When it came to further improvements to physical infrastructure, Lynn immediately focused on adjusting storm water retention, energy usage, upgrading campus infrastructure and driving development and fundraising. 

One priority was the chilled water plant. Multi-colored pipes were used as a tool in educating students about sustainability. The chilled water infrastructure upgrade – along with updates to electrical infrastructure – saved four million kilowatts of energy in the first four years of operation. That is the equivalent of taking 589 cars off the road for one year and translates to an equivalent greenhouse gas reduction of 2,722 metric tons. 

The Outcomes: What Does Community Engagement Enable?
The last step is to achieve actual growth. We knew that development would be critical to any construction projects, so, arm in arm with Lynn, we sought to build with a mission and purpose. No construction was to occur unless is was to build nimble and flexible spaces that integrate long-term, sustainable strategies.

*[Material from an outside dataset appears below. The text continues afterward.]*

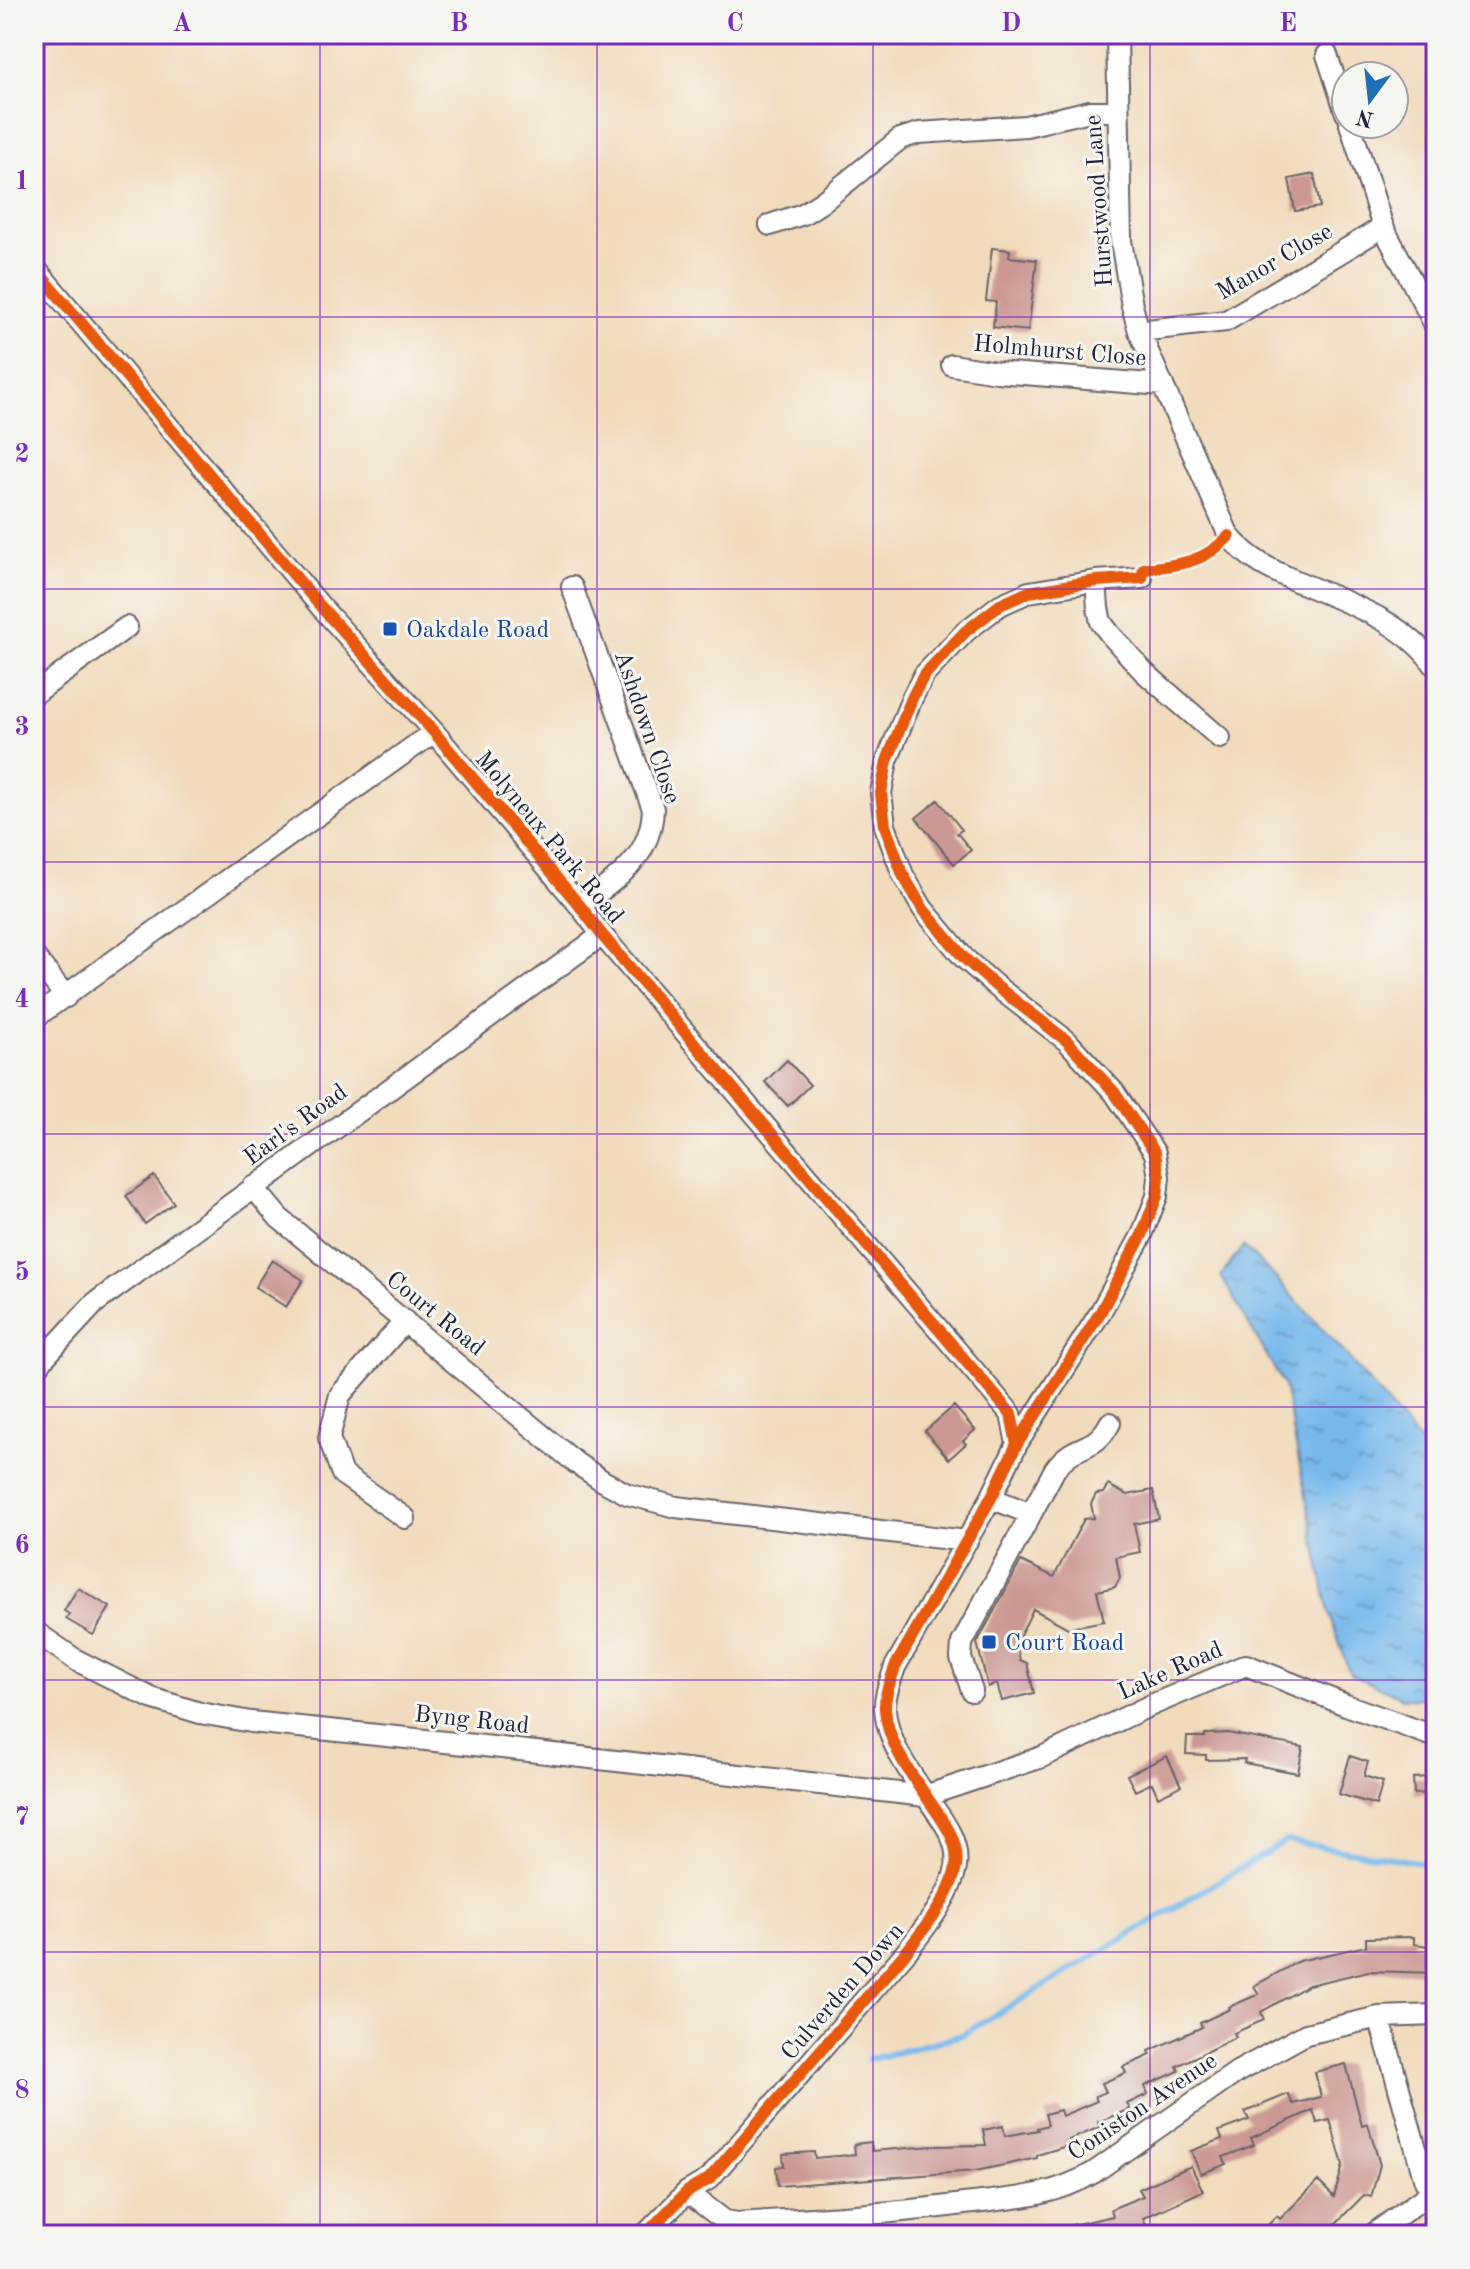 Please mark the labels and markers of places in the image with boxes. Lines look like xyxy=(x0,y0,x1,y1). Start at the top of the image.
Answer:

We leveraged the master plan with stakeholders to improve buy-in, excite change and inspire new ideas.

Donors became invigorated when they saw Lynn’s commitment to bettering the campus and how invested the stakeholders were in the master plan’s forward motion. As the chilled water plant set the groundwork for growth, that investment by the University inspired the donation of a new athletic facility to support the National Champion Soccer and Lacrosse teams, a new Business School and a new housing building. We are now looking forward to celebrating the success of this master plan and the generous gift of another long time supporter of the University on February 7, 2019, when we complete the fifth new building and 11th project on campus, the University Center.

Every aspect of this initiative’s success is a testament to what community engagement can achieve. An approach like this combined with Lynn University’s open-minded, progressive leadership is an inspirational blueprint for how to design for education’s growth. 

Dana Muller, AIA, LEED AP is a Senior Associate at Gensler. She brings more than 15 years of experience in the design and execution of spaces for learning to her role as Education Practice Area leader in Gensler’s Tampa office.